Every conflict is part of the war between love and fear.

Some wise and humble (and therefore unknown) person is often quoted as saying that fear stands for "false evidence appearing real." Fear is the enemy of truth. Fear is, as that other ubiquitous quote says, "the mindkiller."

I have studied the armies of Fear for the better part of my 35 years, that I might find every crack in their armor and learn to use their tactics against them. I have acquainted myself very well with death and fear, and found life and love far more interesting pursuits. 

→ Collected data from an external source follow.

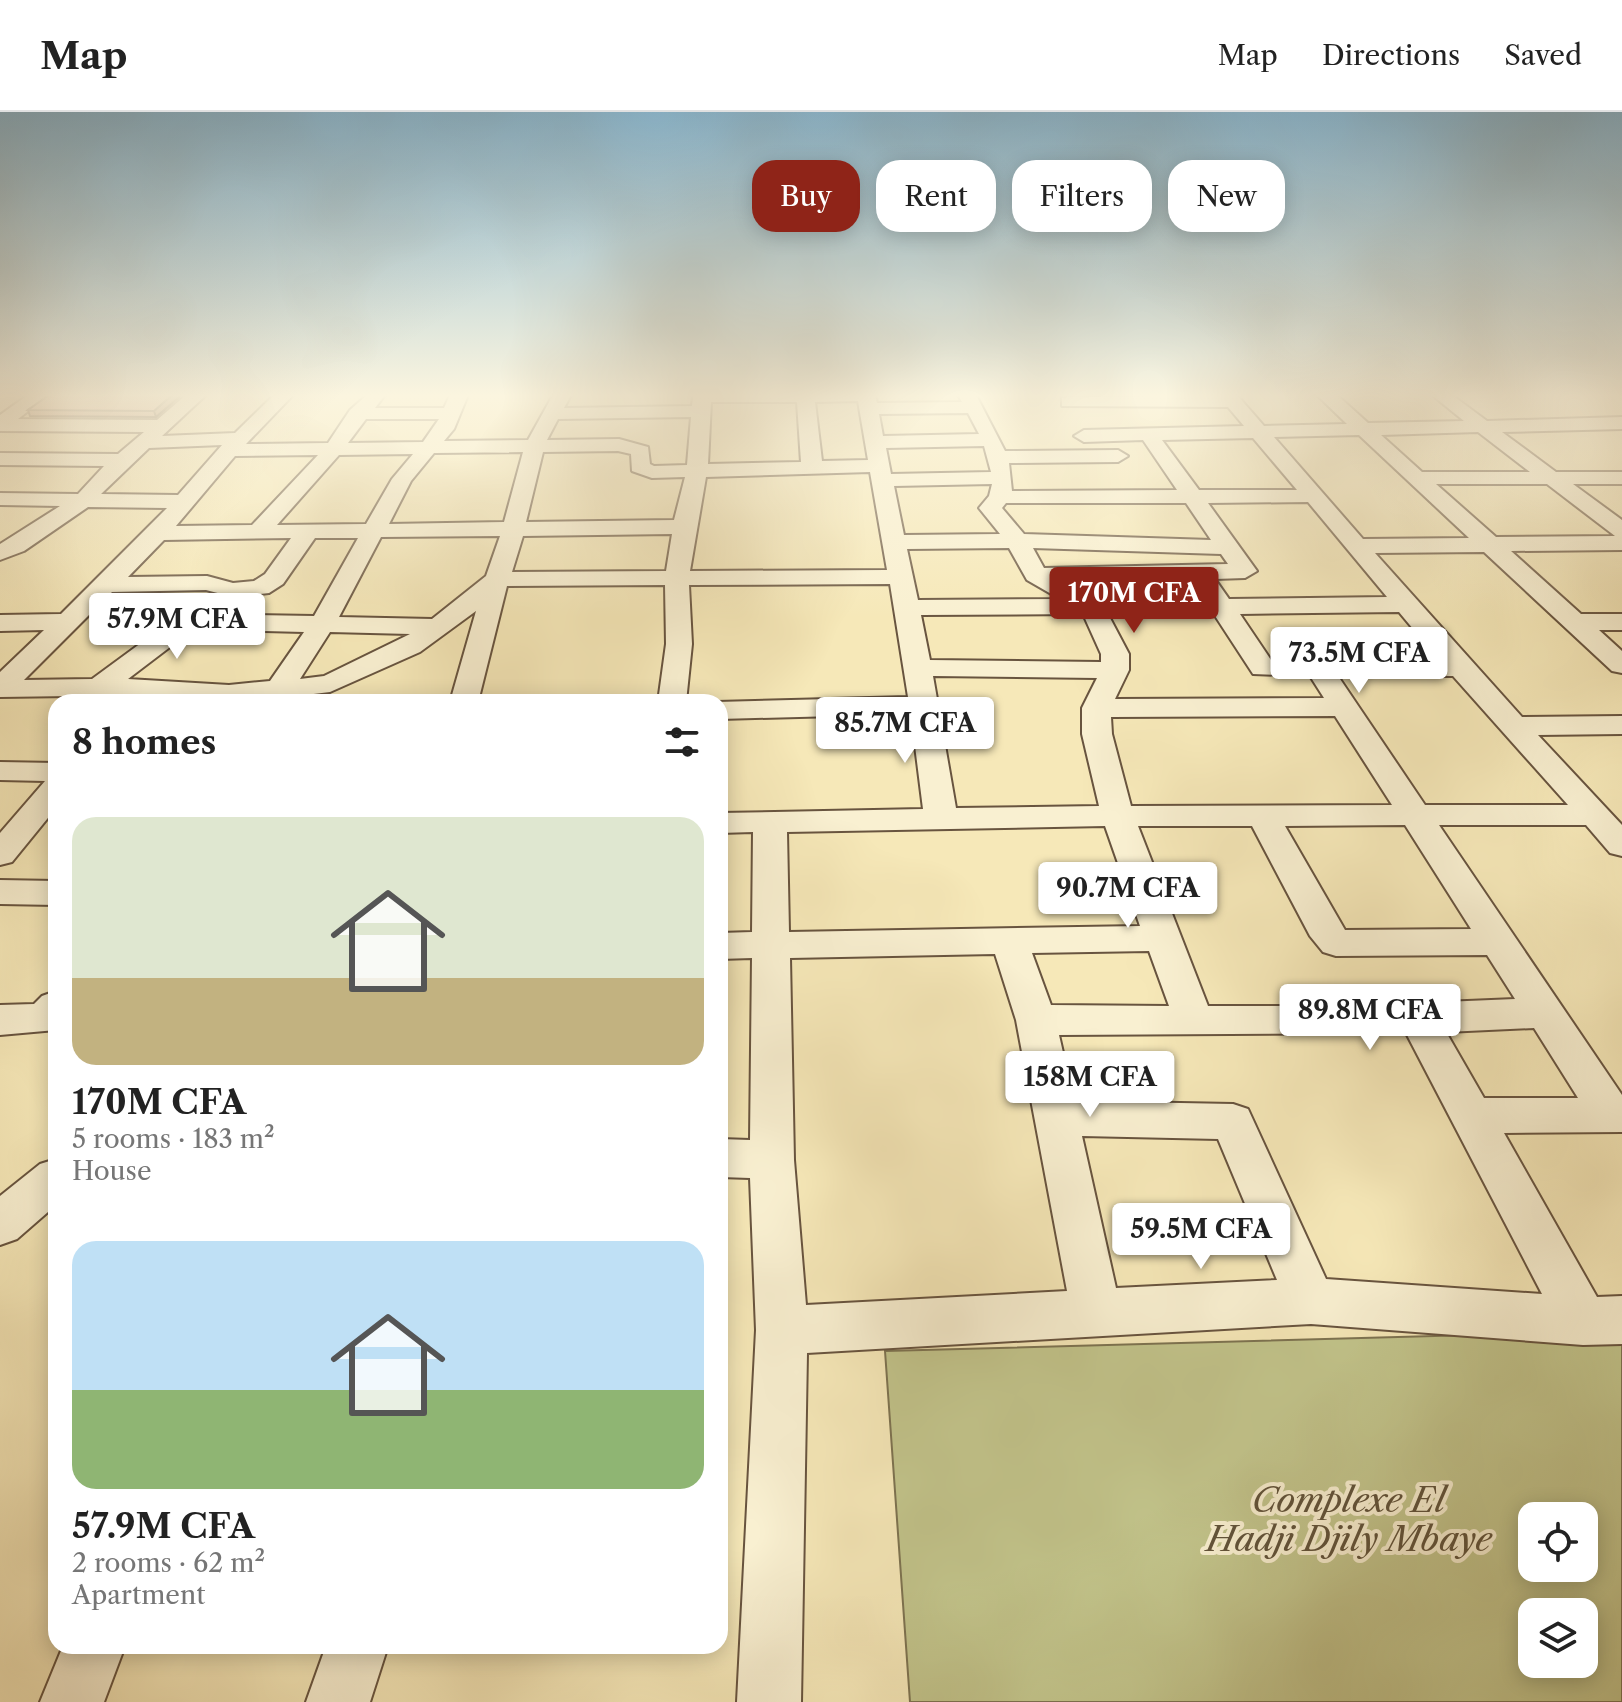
<!DOCTYPE html>
<meta charset="utf-8">
<style>
body{margin:0;font-family:"Libre Caslon Text",serif;background:#f6f6f6;color:#222;height:100vh;display:flex;flex-direction:column;font-size:30px;white-space:nowrap}
*{box-sizing:border-box;margin:0}
p{font-size:26px;color:#767676}
.icon{flex:none;width:44px;height:44px;fill:none;stroke:currentColor;stroke-width:2;stroke-linecap:round;stroke-linejoin:round}
.map{position:relative;flex:1;overflow:hidden}
.side{position:absolute;left:48px;top:582px;width:680px;height:960px;display:flex;flex-direction:column;background:#fff;border-radius:24px;box-shadow:0 4px 20px #0003}
.side>*{flex:none}
.guide{position:absolute;left:752px;top:48px;width:750px;height:72px;display:flex;gap:16px}
.controls{position:absolute;left:1518px;top:1390px;display:grid;gap:16px}
.controls a{display:grid;place-items:center;width:80px;height:80px;border-radius:16px;background:#fff;box-shadow:0 4px 20px #0003;font-size:40px}
.price{position:absolute;translate:-50% -68px;padding:0 18px;border-radius:8px;background:#fff;color:#222;font-size:26px;line-height:52px;filter:drop-shadow(0 2px 4px #0008)}
.price::after{content:'';position:absolute;left:50%;top:48px;width:24px;height:18px;margin-left:-12px;background:inherit;clip-path:polygon(0 0,100% 0,50% 100%)}
.price.on{background:#8f2418;color:#fff}
ul{padding:0;list-style:none}
li{display:grid;align-content:center;gap:16px;height:424px;padding:0 24px}
li span{display:grid;place-items:center;height:248px;border-radius:24px;color:#555}
li>.icon{margin-inline-start:auto}
span .icon{width:144px;height:144px;fill:#fffc;stroke-width:1}
li b{font-size:34px}
h2{display:flex;justify-content:space-between;align-items:center;height:96px;padding:0 24px;font-size:34px}
.chip{padding:0 28px;border-radius:24px;background:#fff;box-shadow:0 4px 20px #0003;font-size:28px;line-height:72px}
.chip.on{background:#8f2418;color:#fff}
header{display:flex;align-items:center;gap:48px;box-sizing:border-box;height:112px;padding:0 40px;background:#fff;border-bottom:2px solid #e0e0e0}
header strong{font-size:38px}
nav{display:flex;gap:44px;margin-inline-start:auto;font-size:28px}
.map>svg:first-child{display:block}
.green{fill:#c2c48b;stroke:#7d7351;stroke-width:2;fill-rule:evenodd}
.lines{fill:none;stroke-linecap:round;stroke-linejoin:round}
.minor-casing{stroke:#68543f;stroke-width:4}
.minor{fill:#f9f0d1;fill-rule:evenodd}
.wall{fill:#c3957e;stroke:#382217;stroke-width:2}
.shaded-wall{fill:#9f7967;stroke:#382217;stroke-width:2}
.building{fill:#e3ad93;stroke:#382217;stroke-width:2}
.labels{text-anchor:middle;stroke-width:8;stroke-linejoin:round;paint-order:stroke}
.near-park-label{font-size:34px;font-style:italic;fill:#61533a;stroke:#f9f0d1}
</style>
<header>
<strong>Map</strong>
<nav><a>Map</a><a>Directions</a><a>Saved</a></nav>
</header>
<div class="map">
<svg width="1622" height="1590" viewBox="0 0 1622 1590">
<rect width="100%" height="100%" fill="#f6e8b8"/>
<filter id="stains"><feTurbulence type="fractalNoise" baseFrequency=".0025" numOctaves="4"/><feColorMatrix values="0 0 0 0 .2 0 0 0 0 .09 0 0 0 0 .02 0 0 0 .5 -.17"/></filter>
<radialGradient id="worn" r=".72"><stop offset=".6" stop-color="#630" stop-opacity="0"/><stop offset="1" stop-color="#630" stop-opacity=".3"/></radialGradient>
<path class="green" d="M1622 1219V1590H910L885 1239ZM1532 1404H1584V1456H1532ZM1532 1500H1584V1552H1532Z"/>
<g class="lines">
<g class="minor-casing">
<path id="minor" d="M28 283H49L18 307 157 308 186 283H206L162 324 235 321 274 283H293L246 332 328 331 350 298 367 283H385L375 296H444L450 283H468L454 317 444 329 528 328 553 283H571L564 296 692 294 693 283H875L877 291 962 290 958 283H976L1005 339 1118 338 1128 344 1118 350 1009 351 1012 379 1177 378 1143 328 1084 330 1074 324 1084 318 1244 314 1228 295 1062 294V286L1068 285 1237 283 1264 314 1347 312 1317 283H1337L1368 311 1464 309 1432 283H1452L1487 309 1622 305V317L1502 320 1556 360H1622V372H1573L1622 408V438L1511 439 1581 502H1622V518H1599L1622 539V561L1612 559 1484 440 1375 441 1522 605 1622 604V622L1538 623 1622 713V744L1610 741 1586 713H1439L1622 983V1020L1504 1021 1597 1185 1622 1184V1232L1583 1233 1311 1212 807 1241 801 1590H737L756 1218 750 1066 720 1065V1027L750 1028 752 846 720 847V821L752 820 753 720 720 721V701L923 697 911 602 720 607 717 590 908 585 890 472 689 473 692 532 686 590H658L666 532 665 473 507 474 478 590H450L476 499 420 540 330 580 248 590 143 583 0 585V560L44 518 0 519V503L61 502 167 396 88 395 24 439 0 448V432L60 394 0 393V381L78 382 104 354 0 353V341L118 342 144 320 0 319V303ZM858 289 868 348 822 349 815 290ZM711 290H797L801 350 708 352ZM968 301 979 322 883 324 879 302ZM691 305 687 353 654 354 650 352 648 335 619 327 547 328 558 307ZM366 307H439L423 330 348 331ZM1478 320 1530 360H1422L1381 323ZM1359 323 1469 426 1363 427 1274 325ZM1253 326 1297 378H1199L1162 328ZM222 333 178 383 101 382 149 336ZM984 334 991 360 891 362 886 336ZM618 339 631 342 632 359 652 366 685 365 674 408 526 410 543 340ZM523 340 504 410 389 412 411 369 434 341ZM413 342 392 367 366 412 277 413 339 343ZM318 343 252 413 176 414 235 344ZM870 360 887 458 690 459 706 365ZM992 372 989 384 979 396 1000 422 904 423 894 374ZM1436 372H1547L1615 424 1496 425ZM1308 390 1387 485 1229 487 1215 467 1245 466 1257 459 1208 391ZM1006 391H1186L1211 428 1024 422 1002 396ZM672 422 666 459 512 460 523 424ZM500 424 486 464 432 507 339 505 381 425ZM291 426 265 462 254 469 233 471 207 464 128 465 164 428ZM315 426H358L314 504 198 502 206 491 193 483 184 486 156 520 92 567 24 568 112 480 206 478 233 485 269 481 283 472ZM1009 436 1027 468 1060 487 918 488 907 437ZM1033 436 1221 442 1228 452 1044 456ZM1191 467 1253 562 1310 564 1324 586 1115 587 1129 558V542L1101 489 1066 470ZM1399 500 1439 548H1271L1240 502ZM1083 502 1101 542V550L930 548 921 503ZM186 517 304 520 270 569 229 573 128 567 174 532ZM330 520 410 522 324 564 300 567ZM933 564 1097 566 1082 596V622L1099 694 956 696ZM1338 564H1453L1568 693H1425ZM1335 604 1392 693 1131 694 1112 622 1111 605ZM1405 713 1471 817 1345 818 1285 714ZM1105 714 1140 814 789 820 787 720ZM1138 714H1252L1310 824 1323 840 1336 844 1487 843 1515 887 1348 894H1208ZM1149 839 1169 894 1051 893 1032 841ZM995 842 1016 908 1067 1179 806 1193 794 1048 790 846ZM1534 916 1578 986H1484L1446 920ZM1406 921 1542 1182 1326 1167 1248 997 1233 992 1074 989 1059 923ZM1082 1024 1218 1027 1277 1168 1116 1176Z
M0 650 56 651V696L12 750 0 753V721L45 669 0 668Z
M0 768 56 769V793L0 792Z
M56 879V918L0 923V893L34 892 42 884Z
M56 1047V1093L17 1127 0 1133V1084L40 1052Z
M63 1534H125L104 1590H40Z
M326 1534H388L370 1590H306Z"/>
</g>
<use href="#minor" class="minor"/>
</g>
<path class="wall" d="M49 283H178L179 285 156 305 30 304 28 298Z"/>
<path class="shaded-wall" d="M172 283H178L179 285 156 305 154 299Z"/>
<path class="building" d="M49 283H172L154 299 28 298Z"/>
<linearGradient id="sky" x2="0" y2="1"><stop stop-color="#8ab9d3"/><stop offset="0.56" stop-color="#fbf5df"/><stop offset="1" stop-color="#fbf5df" stop-opacity="0"/></linearGradient>
<rect width="1622" height="506" fill="url(#sky)"/>
<g class="labels">
<g class="near-park-label">
<text x="1349" y="1400">Complexe El<tspan x="1349" dy="39">Hadji Djily Mbaye</tspan></text>
</g>
</g>
<rect width="100%" height="100%" filter="url(#stains)"/>
<rect width="100%" height="100%" fill="url(#worn)"/>
</svg>
<div class="controls">
<a><svg class="icon" aria-label="locate" viewBox="0 0 24 24"><circle cx="12" cy="12" r="6"/><path d="M12 2v4M12 18v4M2 12h4M18 12h4"/></svg></a>
<a><svg class="icon" aria-label="layers" viewBox="0 0 24 24"><path d="M12 4l9 5-9 5-9-5zM3 14l9 5 9-5"/></svg></a>
</div>
<b class="price on" style="left:1134px;top:523px">170M CFA</b>
<b class="price" style="left:177px;top:549px">57.9M CFA</b>
<b class="price" style="left:1359px;top:583px">73.5M CFA</b>
<b class="price" style="left:905px;top:653px">85.7M CFA</b>
<b class="price" style="left:1128px;top:818px">90.7M CFA</b>
<b class="price" style="left:1370px;top:940px">89.8M CFA</b>
<b class="price" style="left:1090px;top:1007px">158M CFA</b>
<b class="price" style="left:1201px;top:1159px">59.5M CFA</b>
<div class="guide">
<a class="chip on">Buy</a>
<a class="chip">Rent</a>
<a class="chip">Filters</a>
<a class="chip">New</a>
</div>
<section class="side">
<h2>8 homes<svg class="icon" aria-label="filters" viewBox="0 0 24 24"><path d="M4 7h16M4 17h16"/><circle cx="9" cy="7" r="2"/><circle cx="15" cy="17" r="2"/></svg></h2>
<ul>
<li><span style="background:linear-gradient(#dfe7d0 65%,#c2b280 0)"><svg class="icon" aria-label="home" viewBox="0 0 24 24"><path d="M3 11l9-7 9 7M6 9v11h12V9"/></svg></span><div><b>170M CFA</b><p>5 rooms · 183 m²</p><p>House</p></div></li>
<li><span style="background:linear-gradient(#bfe0f5 60%,#8fb573 0)"><svg class="icon" aria-label="home" viewBox="0 0 24 24"><path d="M3 11l9-7 9 7M6 9v11h12V9"/></svg></span><div><b>57.9M CFA</b><p>2 rooms · 62 m²</p><p>Apartment</p></div></li>
</ul>
</section>
</div>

I have tracked The Great Beast and found its prints and scat in every corner of the culture; from the mind-erasing howls of corporate controlled news to the sinister magick of advertising, from the halls of power to the back roads of every human heart. I see the ten thousand faces of the Them/Us game, manifesting in forms as varied as the schoolyard bully and the generation-sculpting spectre of atomic war. I see the subversion of the feminine creative force by the masculine death urge, drunk on blood. I see our species pretending to stand outside of Nature, burning down the house in a suicidal orgy of consumption designed to mask the fear of change. Whatever direction I stare, I meet the dead gaze of an ocean of blind eyes, refusing to cop to the fractal horror we refer to as the status quo.

Let my words find resonance in allies or fall upon the deaf. I can be silent no more.